#### [Task directions]
Repeat the entries below exactly. Drop the pictures.

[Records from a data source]
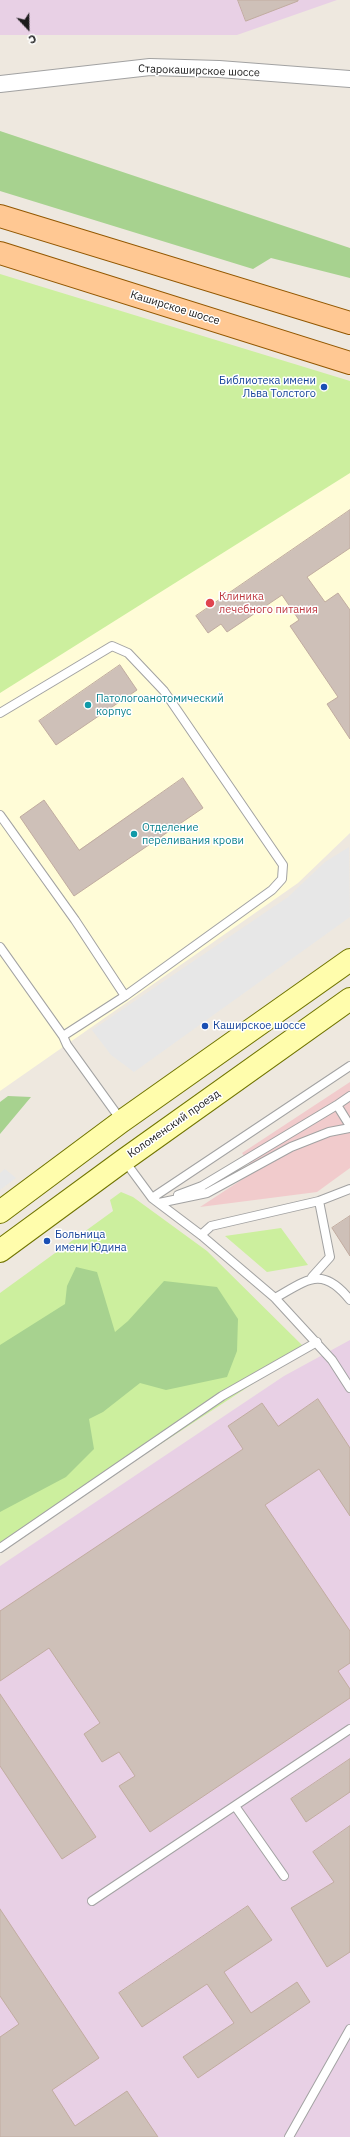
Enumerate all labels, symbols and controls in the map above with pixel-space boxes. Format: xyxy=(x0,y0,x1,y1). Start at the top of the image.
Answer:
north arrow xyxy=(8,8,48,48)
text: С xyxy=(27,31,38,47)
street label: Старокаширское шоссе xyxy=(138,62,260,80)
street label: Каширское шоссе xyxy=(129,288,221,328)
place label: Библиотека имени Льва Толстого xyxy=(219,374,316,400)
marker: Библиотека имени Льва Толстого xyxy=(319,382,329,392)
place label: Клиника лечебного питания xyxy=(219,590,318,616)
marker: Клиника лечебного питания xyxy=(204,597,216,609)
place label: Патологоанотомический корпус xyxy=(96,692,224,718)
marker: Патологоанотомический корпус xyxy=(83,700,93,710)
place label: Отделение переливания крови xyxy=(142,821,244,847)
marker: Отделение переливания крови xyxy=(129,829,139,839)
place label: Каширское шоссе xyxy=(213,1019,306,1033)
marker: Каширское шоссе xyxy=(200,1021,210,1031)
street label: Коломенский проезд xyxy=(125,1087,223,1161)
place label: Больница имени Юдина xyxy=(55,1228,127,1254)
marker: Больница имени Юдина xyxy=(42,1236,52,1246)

#### [Task answer]
Enumerate all labels, symbols and controls in the map above with pixel-space boxes. Format: xyxy=(x0,y0,x1,y1). Start at the top of the image.
Answer:
north arrow xyxy=(8,8,48,48)
text: С xyxy=(27,31,38,47)
street label: Старокаширское шоссе xyxy=(138,62,260,80)
street label: Каширское шоссе xyxy=(129,288,221,328)
place label: Библиотека имени Льва Толстого xyxy=(219,374,316,400)
marker: Библиотека имени Льва Толстого xyxy=(319,382,329,392)
place label: Клиника лечебного питания xyxy=(219,590,318,616)
marker: Клиника лечебного питания xyxy=(204,597,216,609)
place label: Патологоанотомический корпус xyxy=(96,692,224,718)
marker: Патологоанотомический корпус xyxy=(83,700,93,710)
place label: Отделение переливания крови xyxy=(142,821,244,847)
marker: Отделение переливания крови xyxy=(129,829,139,839)
place label: Каширское шоссе xyxy=(213,1019,306,1033)
marker: Каширское шоссе xyxy=(200,1021,210,1031)
street label: Коломенский проезд xyxy=(125,1087,223,1161)
place label: Больница имени Юдина xyxy=(55,1228,127,1254)
marker: Больница имени Юдина xyxy=(42,1236,52,1246)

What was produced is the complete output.